WHAT THE EXERCISE ASKS | From the first line down to the one containing "position:relative; height:1463px; overflow:hidden", reproduce the entries below exactly and leave out the pictures.

━━━ DATASET ENTRIES

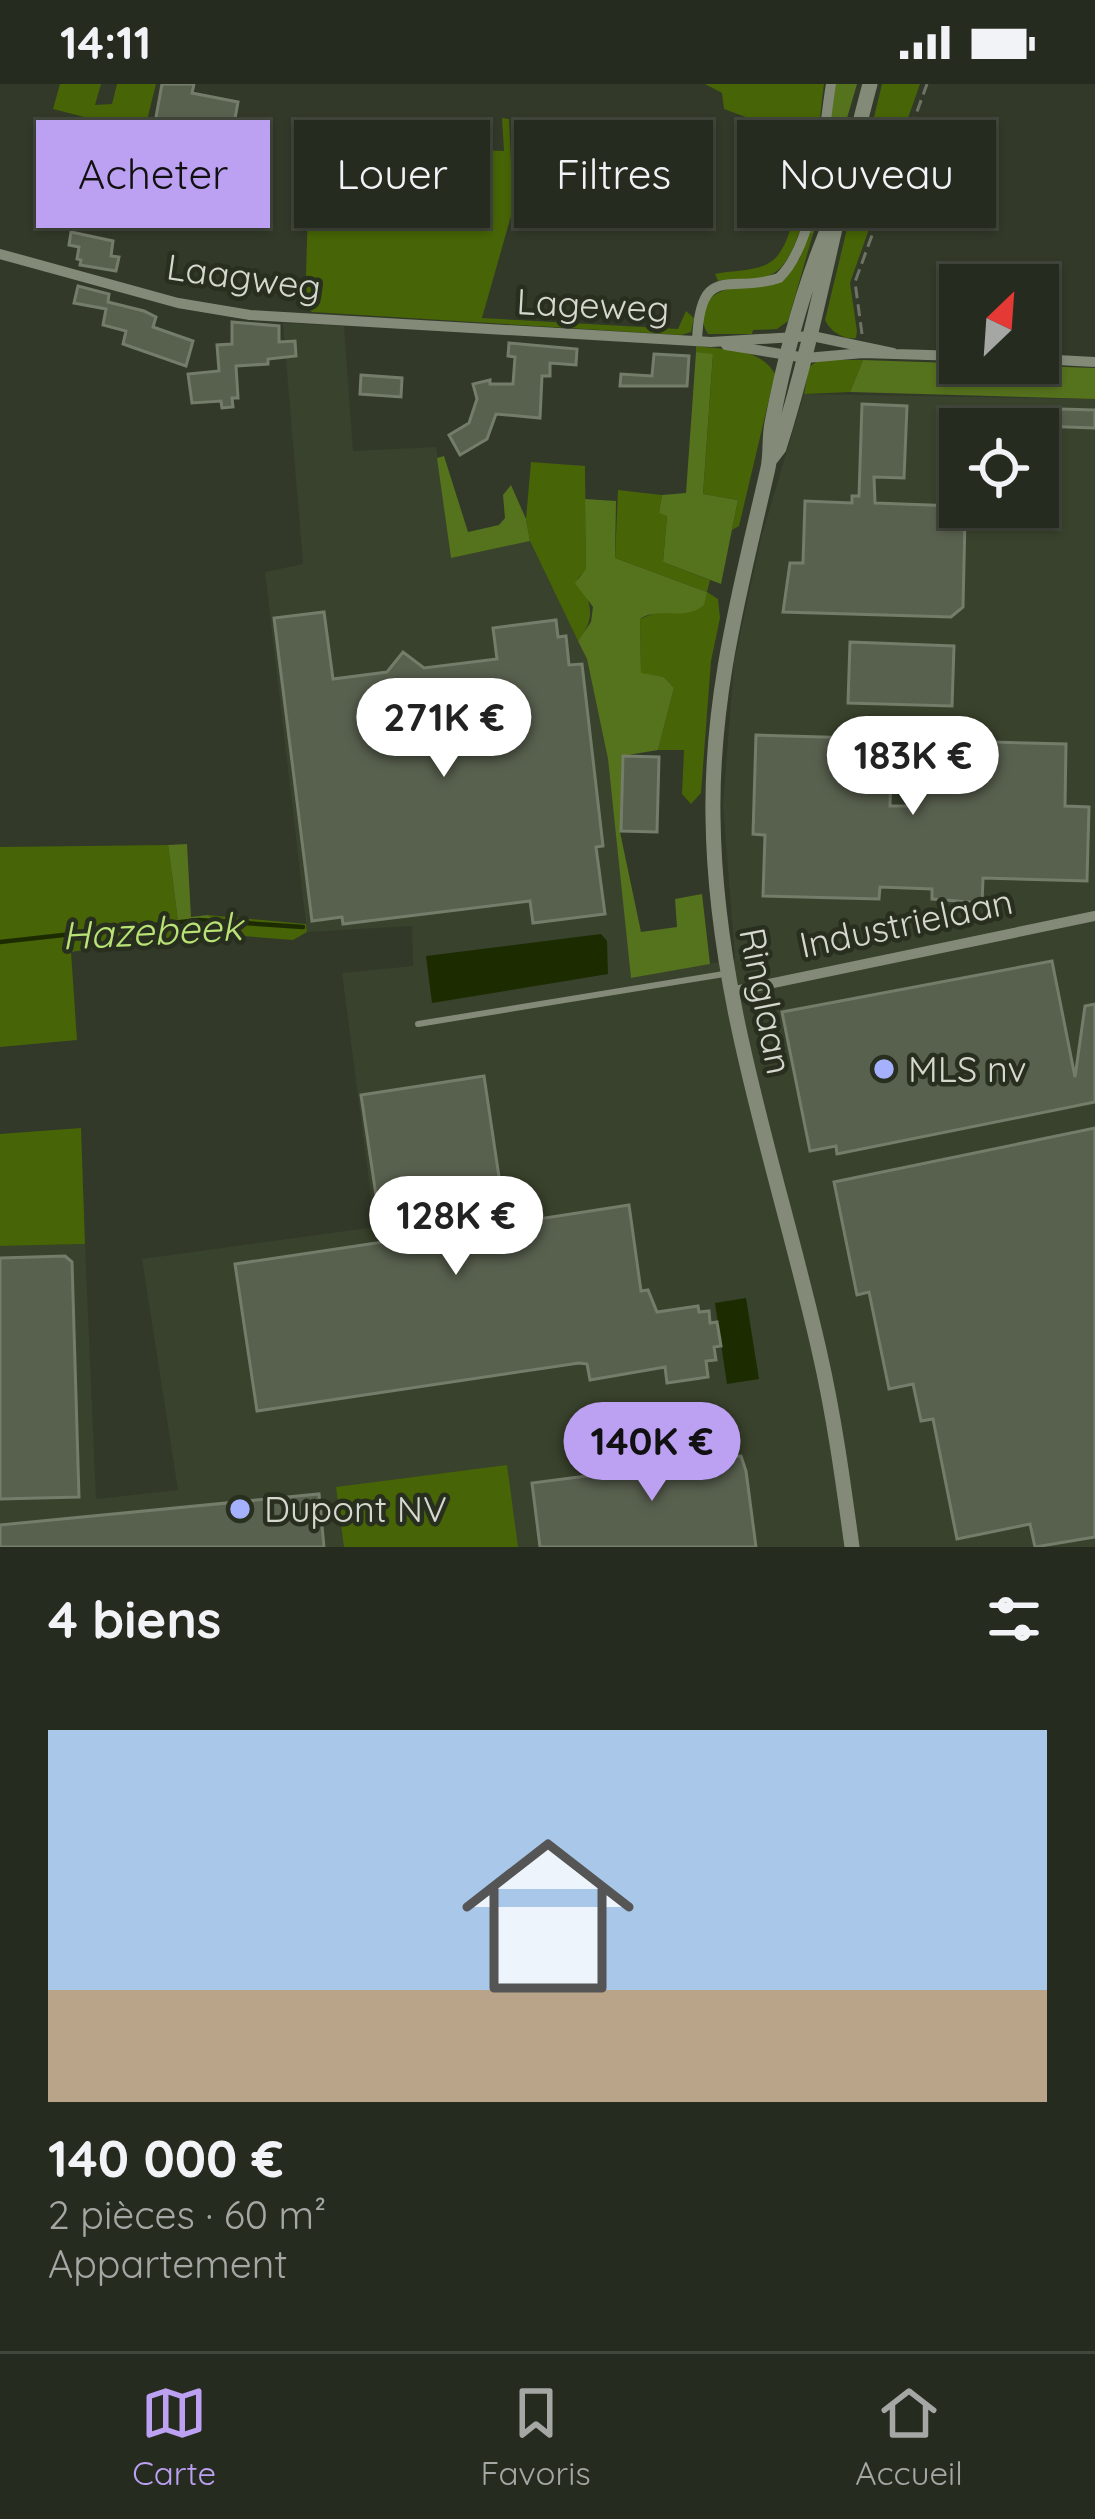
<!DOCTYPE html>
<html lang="fr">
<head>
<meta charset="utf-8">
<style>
	:root { --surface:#262b1f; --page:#32372c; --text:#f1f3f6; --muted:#a4a7a4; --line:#42473d; --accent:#bca0f2 }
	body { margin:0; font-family:Quicksand,sans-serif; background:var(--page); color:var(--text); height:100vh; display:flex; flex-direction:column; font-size:45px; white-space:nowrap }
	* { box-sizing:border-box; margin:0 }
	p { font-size:39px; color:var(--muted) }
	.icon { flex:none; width:66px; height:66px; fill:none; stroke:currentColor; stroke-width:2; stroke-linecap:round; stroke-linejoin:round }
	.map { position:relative; height:1463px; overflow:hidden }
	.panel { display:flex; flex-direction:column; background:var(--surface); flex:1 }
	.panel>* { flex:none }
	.top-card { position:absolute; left:36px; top:36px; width:1023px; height:108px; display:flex; gap:24px }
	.needle { width:78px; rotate:25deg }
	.fabs { position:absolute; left:939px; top:180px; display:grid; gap:24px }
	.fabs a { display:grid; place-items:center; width:120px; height:120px; border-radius:0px; background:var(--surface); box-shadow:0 3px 9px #0004,0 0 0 3px var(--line); font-size:60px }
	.price { position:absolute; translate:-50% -102px; padding:0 27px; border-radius:42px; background:#fff; color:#222; font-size:39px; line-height:78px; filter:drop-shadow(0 3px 6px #0008) }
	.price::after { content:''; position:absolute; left:50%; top:72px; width:36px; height:27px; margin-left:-18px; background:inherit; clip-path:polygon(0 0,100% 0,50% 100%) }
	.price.current { background:var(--accent); color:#111 }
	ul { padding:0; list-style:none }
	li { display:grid; align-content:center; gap:24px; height:636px; padding:0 48px }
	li+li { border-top:3px solid var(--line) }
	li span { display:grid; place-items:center; height:372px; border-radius:0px; color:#555 }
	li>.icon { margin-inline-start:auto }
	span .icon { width:216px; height:216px; fill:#fffc; stroke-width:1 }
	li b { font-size:51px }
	h2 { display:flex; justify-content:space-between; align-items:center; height:144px; padding:0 48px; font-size:51px }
	.chip { padding:0 42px; border-radius:0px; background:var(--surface); box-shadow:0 3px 9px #0004,0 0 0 3px var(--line); font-size:42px; line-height:108px }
	.chip.current { background:var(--accent); color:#111 }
	.status { display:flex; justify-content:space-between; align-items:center; height:84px; padding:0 60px; background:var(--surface); direction:ltr }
	.status svg { height:33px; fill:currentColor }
	.menu { display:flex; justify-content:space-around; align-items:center; height:168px; border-top:3px solid var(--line); background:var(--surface); font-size:33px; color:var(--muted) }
	.menu a { display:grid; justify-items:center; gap:6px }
	.menu .current { color:var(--accent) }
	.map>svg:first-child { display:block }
	.built { fill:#39422c; fill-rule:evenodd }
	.green { fill:#476406 }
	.forest { fill:#55721d }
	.water { fill:#1d2c00 }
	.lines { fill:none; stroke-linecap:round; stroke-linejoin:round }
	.stream { stroke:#1d2c00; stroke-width:4.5 }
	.building { fill:#58604e; stroke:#747c6a; stroke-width:3 }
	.path { stroke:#6d7365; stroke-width:3; stroke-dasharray:12 6; stroke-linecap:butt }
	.service { stroke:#838b78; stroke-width:6 }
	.minor { stroke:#838b78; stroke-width:10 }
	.secondary { stroke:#838b78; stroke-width:15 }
	.poi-dot { fill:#a5b1fc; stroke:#282f1f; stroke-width:4.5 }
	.labels { text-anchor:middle; stroke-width:9; stroke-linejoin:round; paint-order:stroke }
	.street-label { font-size:36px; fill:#d4d8ce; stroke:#282f1f }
	.poi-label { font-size:36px; fill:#d4d8ce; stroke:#282f1f; text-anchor:start }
	.water-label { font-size:39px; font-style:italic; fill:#b9e375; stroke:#282f1f }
</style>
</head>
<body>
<div class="status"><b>14:11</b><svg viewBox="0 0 49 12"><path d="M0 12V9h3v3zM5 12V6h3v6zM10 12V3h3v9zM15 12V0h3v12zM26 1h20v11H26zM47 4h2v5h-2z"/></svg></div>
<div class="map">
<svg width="1095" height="1463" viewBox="0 0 1095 1463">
	<rect width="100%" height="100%" fill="#323929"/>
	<path class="built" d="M283 239 344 242 353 367 436 363 451 474 530 457 587 575 608 675 632 894 735 875 723 721 734 578 761 454 804 310 1095 315V1463H0V1162L85 1160 96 1415 178 1406 142 1175 375 1143 342 889 413 882 412 842 307 848 265 488 303 480ZM960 345H1038V423H960Z"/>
	<path class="green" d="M60 0H101L95 21 112 20 117 0H156L139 68 91 57 96 36 53 25Z
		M705 0H824C818 42 811 167 774 189 760 198 735 194 718 197L715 190C732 186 758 188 772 177 797 159 801 85 806 55L724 25 722 9Z
		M882 0H920L850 199 857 247 856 254C843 256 830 247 825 236Z
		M502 34 509 35 513 125 482 234 678 245 686 227 694 234 691 248 681 251 312 228 305 223 310 59 504 67Z
		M808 149 813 150 788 237 777 245 753 246 752 250H708C680 202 758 198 786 193L800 174Z
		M696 262C723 266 760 263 775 290L739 442 732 446 738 416 703 410 713 271 696 268Z
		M819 276H863L850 308 804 310 809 283Z
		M531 378 585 382 586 486 578 494C591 519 597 533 578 557L530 457 526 435Z
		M618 406 662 411 659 429 667 431 663 478 710 496 707 508 718 515 720 534 711 577 701 709 691 720 682 710 684 666H658L674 604 664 593 641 590 640 535 707 508 615 474Z
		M168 761 180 852 71 868 77 956 0 963V763Z
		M208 831 306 840 307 848 293 856 203 849 211 844 212 836Z
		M81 1044 85 1160 0 1162V1050Z
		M507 1381 518 1463H344L336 1403Z"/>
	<path class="forest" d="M834 0H857L813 150 808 149Z
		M696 268 713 270 703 410 738 416 721 500 663 478 667 432 659 429 662 411 686 409Z
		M863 276 1095 284V315L850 308Z
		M444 372 468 448 499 441 505 434 503 411 511 401 526 435 530 457 451 474 437 374Z
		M585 415 616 417 615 474 707 508 704 521C684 538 659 522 640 535L641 589 664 593 674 604 658 666 622 672 620 748 641 848 677 843 675 815 702 810 710 880 631 894 608 675 587 575 578 557 591 538 593 523 575 499 586 485Z
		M187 760 191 833 208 831 213 836 210 844 180 852 168 761Z"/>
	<path class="water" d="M601 850 607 857 608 890 432 919 426 872Z
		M746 1214 759 1295 727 1300 715 1219Z"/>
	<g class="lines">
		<path class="stream" d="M0 858 199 836 303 843"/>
	</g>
	<path class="building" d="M162 0H194L192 9 238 18 228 74 182 66 180 72 150 66Z
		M71 148 113 157 111 172 119 173 116 187 80 181 81 176 77 175 79 163 69 161Z
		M78 202 109 210 108 218 144 227 156 233 153 243 193 257 186 282 123 260 126 247 103 241 106 225 74 219Z
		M232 238 279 242V258L295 257 296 272 268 275V280L236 282 238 314H232L233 323 222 324 221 317 192 319 188 290 219 287 217 261 232 260Z
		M509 259 577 265 576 281 550 279V292H542L540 334 496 330 487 355 460 371 449 351 469 339 477 315 473 300 490 296V300H513L515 273 508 272Z
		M654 270 689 272 687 302H620L621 290 652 292Z
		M361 291 402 294 401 313 360 310Z
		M862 320 907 322 904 394 874 393 875 419 956 422 965 435 963 523 951 533 783 528 790 479H803L805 417 852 419V412H859Z
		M994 323 1095 326V344L1012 341V345H993Z
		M324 528 333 595 387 588 403 568 424 584 497 575 493 544 556 536 558 553 566 552 569 581 582 580 603 762 596 763 605 830 533 839 530 817 343 840 342 833 312 837 274 534Z
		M850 558 954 562 952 622 848 619Z
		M756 651 892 655 890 722H915L917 656 1066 660 1065 722 1089 723 1087 797 983 794 982 819 932 815V805L880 803 879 815 763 812 765 751 753 750Z
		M623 672 659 673 657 748 621 747Z
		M1052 877 1075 993 1085 922 1095 920V1018L837 1070 836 1062 810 1067 782 928Z
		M484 992 506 1140 629 1121 641 1207 648 1206 657 1228 698 1222 699 1228 709 1227 710 1239 717 1238 721 1262 714 1263 716 1276 706 1277 708 1293 667 1299 665 1283 590 1296 587 1280 579 1279 257 1327 235 1180 383 1158 361 1011Z
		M1095 1044V1453L1035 1463 1030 1440 957 1455 933 1335 921 1337 913 1300 889 1305 869 1208 857 1211 834 1098Z
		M65 1172 72 1178 79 1413 0 1415V1174Z
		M726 1354 729 1373 741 1372 746 1387 756 1463H540L532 1399 625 1387 624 1378 705 1368 703 1357Z
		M319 1410 324 1463H0V1441Z"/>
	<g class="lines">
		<path class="path" d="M862 250 855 198 927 0"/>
		<path class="service" d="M418 940 724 890"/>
		<path class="minor" d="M0 170 178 219 250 231 711 258 812 252 893 269
			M697 257C700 176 731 211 779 194 818 157 822 53 831 0
			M726 261 806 274 863 269 960 272
			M1038 275 1095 278
			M730 908 1095 832"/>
		<path class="secondary" d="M837 123C806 192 786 266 772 339 769 354 771 370 768 384 741 503 711 610 713 733 715 916 779 1089 819 1266 834 1331 843 1397 852 1463
			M769 377 779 364C817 244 837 121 870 0"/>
	</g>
	<g class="poi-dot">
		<circle cx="884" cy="985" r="12"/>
		<circle cx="240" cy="1425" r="12"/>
	</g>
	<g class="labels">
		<g class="street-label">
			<text transform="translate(244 193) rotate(8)" y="13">Laagweg</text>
			<text transform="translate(593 221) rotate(3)" y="13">Lageweg</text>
			<text transform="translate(906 839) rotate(-12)" y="13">Industrielaan</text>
			<text transform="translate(766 917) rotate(79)" y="13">Ringlaan</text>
		</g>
		<g class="poi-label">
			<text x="908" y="998">MLS nv</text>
			<text x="264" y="1438">Dupont NV</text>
		</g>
		<g class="water-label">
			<text transform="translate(152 847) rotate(-3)" y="14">Hazebeek</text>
		</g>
	</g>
</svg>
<div class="fabs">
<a><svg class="needle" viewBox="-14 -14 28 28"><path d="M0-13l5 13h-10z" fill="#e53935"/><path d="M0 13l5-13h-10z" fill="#a4a7a4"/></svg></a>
<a><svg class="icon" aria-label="locate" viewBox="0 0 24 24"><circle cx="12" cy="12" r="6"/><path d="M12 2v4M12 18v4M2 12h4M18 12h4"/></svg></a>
</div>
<b class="price" style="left:444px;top:696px">271K €</b>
<b class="price" style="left:913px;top:734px">183K €</b>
<b class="price" style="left:456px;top:1194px">128K €</b>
<b class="price current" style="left:652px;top:1420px">140K €</b>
<div class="top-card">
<a class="chip current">Acheter</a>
<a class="chip">Louer</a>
<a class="chip">Filtres</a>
<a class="chip">Nouveau</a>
</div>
</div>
<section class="panel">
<h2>4 biens<svg class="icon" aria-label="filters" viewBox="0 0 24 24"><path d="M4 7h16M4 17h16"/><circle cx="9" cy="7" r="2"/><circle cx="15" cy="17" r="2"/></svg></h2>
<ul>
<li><span style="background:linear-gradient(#a9c7e8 70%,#b9a48a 0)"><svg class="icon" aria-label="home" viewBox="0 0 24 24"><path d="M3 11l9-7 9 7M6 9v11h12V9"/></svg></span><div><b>140 000 €</b><p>2 pièces · 60 m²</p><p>Appartement</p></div></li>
</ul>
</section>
<nav class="menu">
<a class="current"><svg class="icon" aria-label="map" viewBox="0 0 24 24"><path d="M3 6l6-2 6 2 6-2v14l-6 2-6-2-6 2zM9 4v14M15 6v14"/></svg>Carte</a>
<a><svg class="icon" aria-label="saved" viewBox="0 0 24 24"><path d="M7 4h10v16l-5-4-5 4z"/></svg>Favoris</a>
<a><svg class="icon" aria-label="home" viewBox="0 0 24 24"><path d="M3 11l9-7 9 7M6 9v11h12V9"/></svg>Accueil</a>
</nav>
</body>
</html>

━━━━━━

REPLY |
<!DOCTYPE html>
<html lang="fr">
<head>
<meta charset="utf-8">
<style>
	:root { --surface:#262b1f; --page:#32372c; --text:#f1f3f6; --muted:#a4a7a4; --line:#42473d; --accent:#bca0f2 }
	body { margin:0; font-family:Quicksand,sans-serif; background:var(--page); color:var(--text); height:100vh; display:flex; flex-direction:column; font-size:45px; white-space:nowrap }
	* { box-sizing:border-box; margin:0 }
	p { font-size:39px; color:var(--muted) }
	.icon { flex:none; width:66px; height:66px; fill:none; stroke:currentColor; stroke-width:2; stroke-linecap:round; stroke-linejoin:round }
	.map { position:relative; height:1463px; overflow:hidden }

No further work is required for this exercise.